Tutorial 1: From grids to graphs

Fundamental challenges of building deep learning architectures for non-Euclidean structured data * Signal processing perspective * Convolutions in spectral and spatial domains * Basic recipes how to build graph neural networks.

Tutorial 2: Theory and practice

How powerful are graph neural networks? * Deep graph neural networks * Scalability * Dynamic graphs * Open questions, trends, and challenges.

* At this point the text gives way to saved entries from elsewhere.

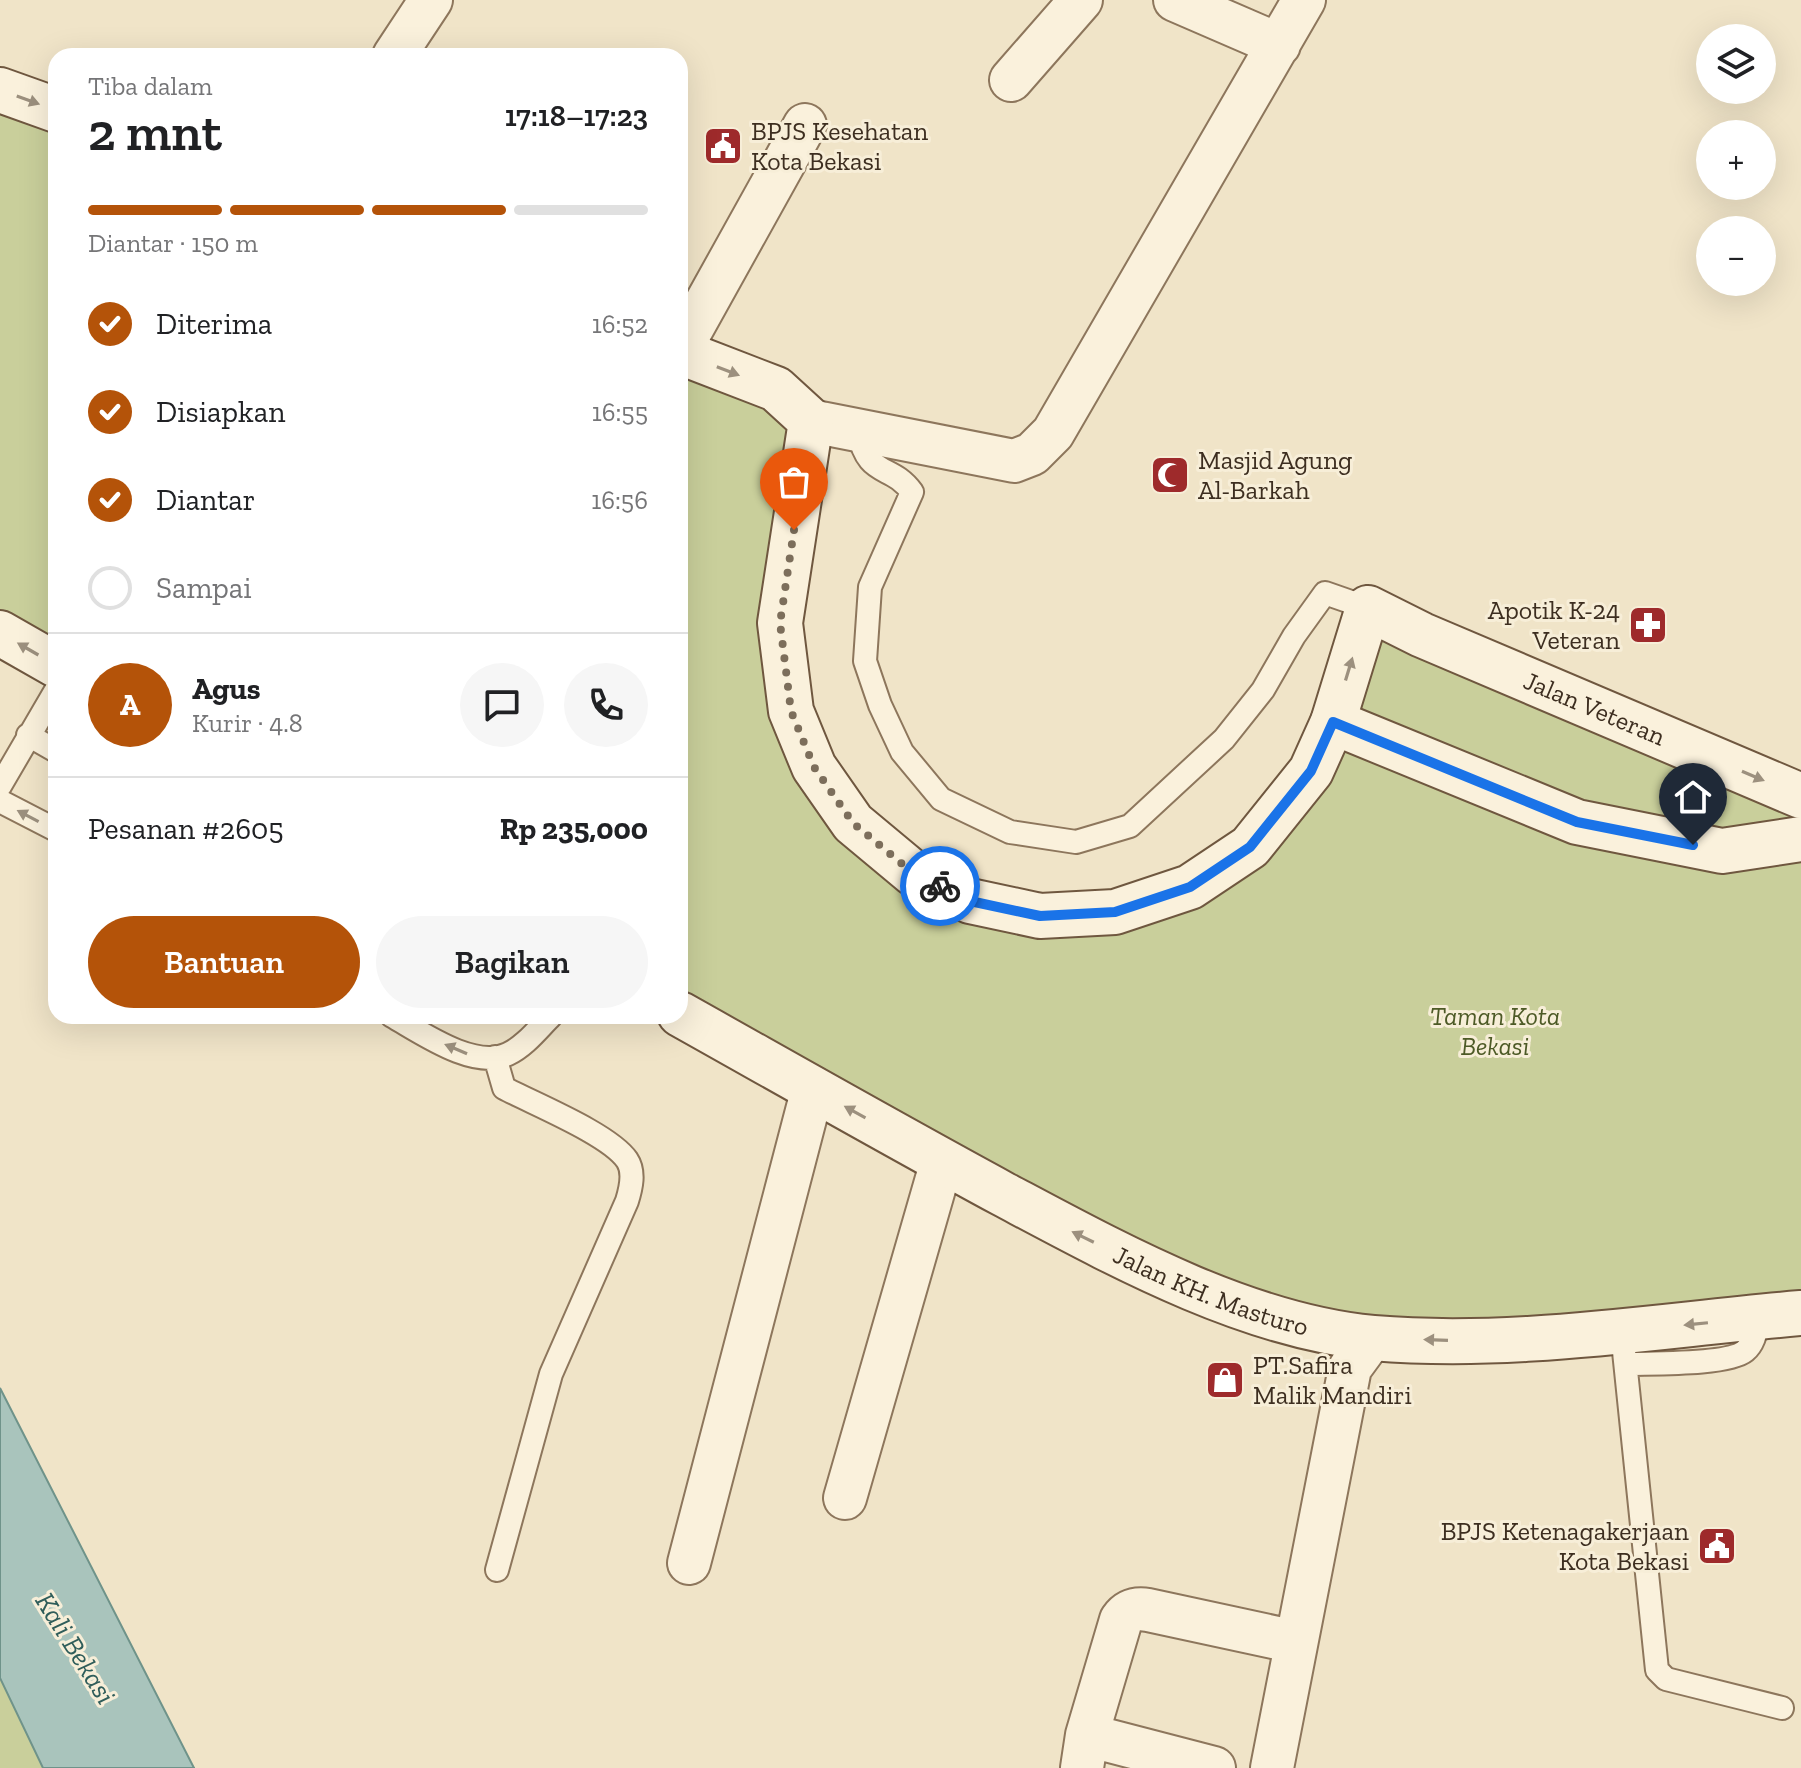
<!DOCTYPE html>
<html lang="id">
<head>
<meta charset="utf-8">
<style>
  :root { --surface:#fff; --page:#f6f6f6; --text:#202124; --muted:#757577; --line:#e0e0e0; --accent:#b45309 }
  body { margin:0; font-family:"Zilla Slab",serif; background:var(--page); color:var(--text); height:100vh; display:flex; flex-direction:column; font-size:30px; white-space:nowrap }
  * { box-sizing:border-box; margin:0 }
  p { font-size:26px; color:var(--muted) }
  .icon { flex:none; width:44px; height:44px; fill:none; stroke:currentColor; stroke-width:2; stroke-linecap:round; stroke-linejoin:round }
  .map { position:relative; flex:1; overflow:hidden }
  .side { position:absolute; left:48px; top:48px; width:640px; height:976px; display:flex; flex-direction:column; background:var(--surface); border-radius:24px; box-shadow:0 8px 32px #0002 }
  .side>* { flex:none }
  .fabs { position:absolute; left:1696px; top:24px; display:grid; gap:16px }
  .fabs a { display:grid; place-items:center; width:80px; height:80px; border-radius:50%; background:var(--surface); box-shadow:0 8px 32px #0002; font-size:40px }
  .pin { position:absolute; display:grid; place-items:center; width:68px; height:68px; color:#fff; margin:-82px -34px; border-radius:50% 50% 50% 0; rotate:-45deg; box-shadow:0 0 8px #0007 }
  .pin .icon { rotate:45deg }
  .courier { position:absolute; display:grid; place-items:center; width:80px; height:80px; margin:-40px; border:6px solid #1a73e8; border-radius:50%; background:#fff; color:#222; box-shadow:0 2px 10px #0007 }
  .headline em { font-style:normal; font-weight:600 }
  .headline div { display:flex; flex-direction:column-reverse }
  .headline { display:flex; align-items:center; justify-content:space-between; height:136px; padding:0 40px }
  h1 { font-size:52px; font-weight:600; line-height:60px }
  .bar { display:grid; grid-template-columns:repeat(4,1fr); gap:12px 8px; align-content:center; height:96px; padding:0 40px }
  .bar i { height:10px; border-radius:6px; background:var(--line) }
  .bar .selected { background:var(--accent) }
  .bar p { grid-column:span 4 }
  .line { display:flex; align-items:center; gap:20px; padding:0 40px; border-top:2px solid var(--line) }
  .line div { flex:1 }
  .round { display:grid; place-items:center; flex:none; width:84px; height:84px; border-radius:42px; background:var(--page) }
  ol { padding:0 40px; list-style:none }
  li { display:flex; align-items:center; gap:24px; height:88px }
  li p { margin-inline-start:auto }
  li .icon { padding:8px; border-radius:50%; background:var(--accent); color:#fff; stroke-width:4 }
  li:last-child { color:var(--muted) }
  li i { width:44px; height:44px; border:4px solid var(--line); border-radius:50% }
  .primary-button { display:flex; gap:16px; margin-top:auto; padding:16px 40px }
  .primary-button a { flex:1; height:92px; border-radius:48px; background:var(--accent); color:#fff; font-size:32px; font-weight:600; line-height:92px; text-align:center }
  .primary-button a+a { background:var(--page); color:var(--text) }
  .map>svg:first-child { display:block }
</style>
</head>
<body>
<div class="map">
<svg width="1801" height="1768" viewBox="0 0 1801 1768">
  <rect width="100%" height="100%" fill="#f0e4c8"/>
  <path fill="#c9cf9b" d="M 0,90 L 56,110 L 56,665 L 0,633 Z
    M 680,353 L 811,421 L 781,625 L 853,823 L 1040,916 L 1250,847 L 1368,608 L 1801,796 L 1801,1313 L 1322,1330 L 680,1014 Z
    M 0,1678 L 43,1768 L 0,1768 Z"/>
  <path fill="#a9c4bc" stroke="#6f938a" stroke-width="2" d="M 0,1388 L 194,1768 L 195,1768 L 43,1768 L 0,1678 Z"/>
  <g fill="none" stroke-linecap="round" stroke-linejoin="round">
    <g stroke="#8d765c" stroke-width="26">
      <path id="lane" d="M 858,430 C 868,480 890,462 912,492 L 870,587 L 865,661 L 880,705 L 902,752 L 941,799 L 1010,832 L 1076,842 L 1130,826 L 1224,739 L 1263,690 L 1294,636 L 1325,593 L 1368,608
        M 28,735 L 56,751
        M 0,786 L 56,690
        M 0,801 L 56,830
        M 392,1016 C 422,1033 474,1070 508,1054 C 525,1046 538,1029 551,1016
        M 495,1057 L 504,1088 C 534,1104 609,1134 627,1160 C 635,1172 631,1188 627,1201 L 551,1374 L 497,1570
        M 1622,1332 L 1657,1670 L 1666,1679 L 1782,1708
        M 1627,1364 C 1652,1363 1728,1365 1745,1351 C 1755,1343 1756,1329 1759,1317"/>
    </g>
    <g stroke="#8d765c" stroke-width="46">
      <path id="street" d="M 1175,0 L 1279,45
        M 394,56 L 431,0
        M 1011,80 L 1081,0
        M 680,350 L 805,125
        M 811,421 L 1014,461 L 1032,454 L 1053,433 L 1304,0
        M 845,1498 L 942,1161
        M 689,1563 L 813,1088
        M 1087,1735 L 1214,1768
        M 1082,1768 L 1087,1735 L 1121,1620 C 1128,1610 1136,1608 1148,1610 L 1296,1642
        M 1272,1768 L 1350,1368 L 1372,1338"/>
    </g>
    <g stroke="#6f573f" stroke-width="48">
      <g id="secondary">
        <path d="M 0,90 L 56,110"/>
        <path id="s1" d="M 680,352 L 776,389 L 811,421 L 780,623 L 791,711 L 814,767 L 853,823 L 913,873 L 970,901 L 1040,916 L 1115,912 L 1190,887 L 1250,847 L 1311,771 L 1333,722 L 1368,608 L 1422,635 L 1801,796"/>
        <path d="M 0,633 L 56,665"/>
        <path d="M 1333,722 L 1577,822 L 1722,851 L 1801,839"/>
        <path id="s2" d="M 680,1014 C 787,1074 894,1135 1003,1194 C 1114,1253 1245,1326 1373,1338 C 1516,1350 1659,1325 1801,1313"/>
      </g>
    </g>
    <use href="#lane" stroke="#faf1dc" stroke-width="22"/>
    <use href="#street" stroke="#faf1dc" stroke-width="42"/>
    <use href="#secondary" stroke="#faf1dc" stroke-width="44"/>
  </g>
  <defs><path id="oneway-solid" d="M-6-.8H1V-3.2L6.5 0L1 3.2V.8H-6Z" transform="scale(2)"/></defs>
  <g fill="#9c907e">
    <use href="#oneway-solid" transform="translate(28 100) rotate(20)"/>
    <use href="#oneway-solid" transform="translate(728 371) rotate(21)"/>
    <use href="#oneway-solid" transform="translate(28 649) rotate(-150)"/>
    <use href="#oneway-solid" transform="translate(1349 669) rotate(-73)"/>
    <use href="#oneway-solid" transform="translate(1753 776) rotate(23)"/>
    <use href="#oneway-solid" transform="translate(28 816) rotate(-152)"/>
    <use href="#oneway-solid" transform="translate(456 1049) rotate(-157)"/>
    <use href="#oneway-solid" transform="translate(855 1112) rotate(-151)"/>
    <use href="#oneway-solid" transform="translate(1083 1237) rotate(-154)"/>
    <use href="#oneway-solid" transform="translate(1696 1324) rotate(174)"/>
    <use href="#oneway-solid" transform="translate(1436 1340) rotate(-178)"/>
  </g>
  <g fill="none" stroke-linecap="round" stroke-linejoin="round">
    <path stroke="#7c6e5b" stroke-width="8" stroke-dasharray="0 14.4" d="M 794,530 L 780,623 L 791,711 L 814,767 L 853,823 L 913,873 L 940,886"/>
    <path stroke="#1a73e8" stroke-width="10" d="M 940,886 L 970,901 L 1040,916 L 1115,912 L 1190,887 L 1250,847 L 1311,771 L 1333,722 L 1577,822 L 1693,845"/>
  </g>
  <defs>
    <g id="civic-square" transform="scale(2)"><rect x="-9" y="-9" width="18" height="18" rx="4" fill="#9e2a2b" stroke="#f7eed8"/><path d="M-.6-6.5H3V-4.5H.6V-3L4-1V1h2V6H-6V1h2V-1L-.6-3ZM-1.2 2.5V6h2.4V2.5Z" fill="#fff"/></g>
    <g id="mosque-square" transform="scale(2)"><rect x="-9" y="-9" width="18" height="18" rx="4" fill="#9e2a2b" stroke="#f7eed8"/><path d="M3.5-4.9A6 6 0 1 0 3.5 4.9A5 5 0 1 1 3.5-4.9Z" fill="#fff"/></g>
    <g id="pharmacy-square" transform="scale(2)"><rect x="-9" y="-9" width="18" height="18" rx="4" fill="#9e2a2b" stroke="#f7eed8"/><path d="M-2-6h4v4h4v4h-4v4h-4v-4h-4v-4h4Z" fill="#fff"/></g>
    <g id="shop-square" transform="scale(2)"><rect x="-9" y="-9" width="18" height="18" rx="4" fill="#9e2a2b" stroke="#f7eed8"/><path d="M-5-2.5h2.3a2.7 3.5 0 0 1 5.4 0H5L5.5 6h-11ZM-1.5-2.5h3a1.5 2.3 0 0 0-3 0Z" fill="#fff"/></g>
  </defs>
  <g fill-rule="evenodd">
    <use href="#civic-square" x="723" y="146"/>
    <use href="#mosque-square" x="1170" y="475"/>
    <use href="#pharmacy-square" x="1648" y="625"/>
    <use href="#shop-square" x="1225" y="1380"/>
    <use href="#civic-square" x="1717" y="1546"/>
  </g>
  <g text-anchor="middle" stroke-width="6" stroke-linejoin="round" paint-order="stroke">
    <g font-size="26" fill="#3d2e20" stroke="#f7eed8" text-anchor="start">
      <text x="751" y="140">BPJS Kesehatan<tspan x="751" dy="30">Kota Bekasi</tspan></text>
      <text x="1198" y="469">Masjid Agung<tspan x="1198" dy="30">Al-Barkah</tspan></text>
      <text x="1620" y="619" text-anchor="end">Apotik K-24<tspan x="1620" dy="30">Veteran</tspan></text>
      <text x="1253" y="1374">PT.Safira<tspan x="1253" dy="30">Malik Mandiri</tspan></text>
      <text x="1689" y="1540" text-anchor="end">BPJS Ketenagakerjaan<tspan x="1689" dy="30">Kota Bekasi</tspan></text>
    </g>
    <g font-size="26" fill="#3d2e20" stroke="#f7eed8">
      <text dy="9" stroke="none"><textPath href="#s1" startOffset="1530">Jalan Veteran</textPath></text>
      <text dy="9" stroke="none"><textPath href="#s2" startOffset="600">Jalan KH. Masturo</textPath></text>
    </g>
    <g font-size="26" font-style="italic" fill="#4d5a26" stroke="#f7eed8">
      <text x="1495" y="1025">Taman Kota<tspan x="1495" dy="30">Bekasi</tspan></text>
    </g>
    <g font-size="28" font-style="italic" fill="#2f5d5a" stroke="#f7eed8">
      <text transform="translate(76 1648) rotate(58)" y="10">Kali Bekasi</text>
    </g>
  </g>
</svg>
<div class="fabs">
<a><svg class="icon" aria-label="layers" viewBox="0 0 24 24"><path d="M12 4l9 5-9 5-9-5zM3 14l9 5 9-5"/></svg></a>
<a>+</a>
<a>−</a>
</div>
<div class="pin" style="left:794px;top:530px;background:#ea580c"><svg class="icon" aria-label="bag" viewBox="0 0 24 24"><path d="M5 8h14l-1 12H6zM9 8a3 3 0 0 1 6 0"/></svg></div>
<div class="pin" style="left:1693px;top:845px;background:#1f2937"><svg class="icon" aria-label="home" viewBox="0 0 24 24"><path d="M3 11l9-7 9 7M6 9v11h12V9"/></svg></div>
<div class="courier" style="left:940px;top:886px"><svg class="icon" aria-label="bike" viewBox="0 0 24 24"><circle cx="6" cy="16" r="4"/><circle cx="18" cy="16" r="4"/><path d="M6 16l4-8h5l3 8M10 8l3 8H6M13 5h3"/></svg></div>
<section class="side">
<div class="headline"><div><h1>2 mnt</h1><p>Tiba dalam</p></div><em>17:18–17:23</em></div>
<div class="bar"><i class="selected"></i><i class="selected"></i><i class="selected"></i><i></i><p>Diantar · 150 m</p></div>
<ol>
<li><svg class="icon" aria-label="check" viewBox="0 0 24 24"><path d="M5 12l5 5 9-10"/></svg>Diterima<p>16:52</p></li>
<li><svg class="icon" aria-label="check" viewBox="0 0 24 24"><path d="M5 12l5 5 9-10"/></svg>Disiapkan<p>16:55</p></li>
<li><svg class="icon" aria-label="check" viewBox="0 0 24 24"><path d="M5 12l5 5 9-10"/></svg>Diantar<p>16:56</p></li>
<li><i></i>Sampai</li>
</ol>
<div class="line" style="height:144px"><b class="round" style="background:var(--accent);color:#fff">A</b><div><b>Agus</b><p>Kurir · 4.8</p></div><a class="round"><svg class="icon" aria-label="chat" viewBox="0 0 24 24"><path d="M4 5h16v11H9l-5 4z"/></svg></a><a class="round"><svg class="icon" aria-label="phone" viewBox="0 0 24 24"><path d="M5 4h4l2 5-3 2q2 4 5 5l2-3 5 2v4C11 20 4 13 5 4z"/></svg></a></div>
<div class="line" style="height:104px"><div>Pesanan #2605</div><b>Rp 235,000</b></div>
<div class="primary-button"><a>Bantuan</a><a>Bagikan</a></div>
</section>
</div>
</body>
</html>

Tutorial 3: Manifolds, meshes, and point clouds

Basics of differential geometry * Convolutions on meshes * Generative models * Point clouds * Latent graphs.

Michael Bronstein

Lecture 1

TBA

Lecture 2

TBA

Sergiy Butenko

Finding Deeply Hidden Truths: Breakthroughs in Nonlinear Identifiability Theory

Is principled disentanglement possible? Equivalently, do nonlinear models converge to a unique set of representations when given sufficient data and compute? We provide an introduction to this problem, and present some surprising recent theoretical results that answer this question in the affirmative. In particular, we show that the representations learned by a very broad family of neural networks are identifiable up to only a trivial transformation. The family of models for which we derive strong identifiability results includes a large fraction of models in use today, including supervised models, self-supervised models, flow-based models, VAEs and energy-based models.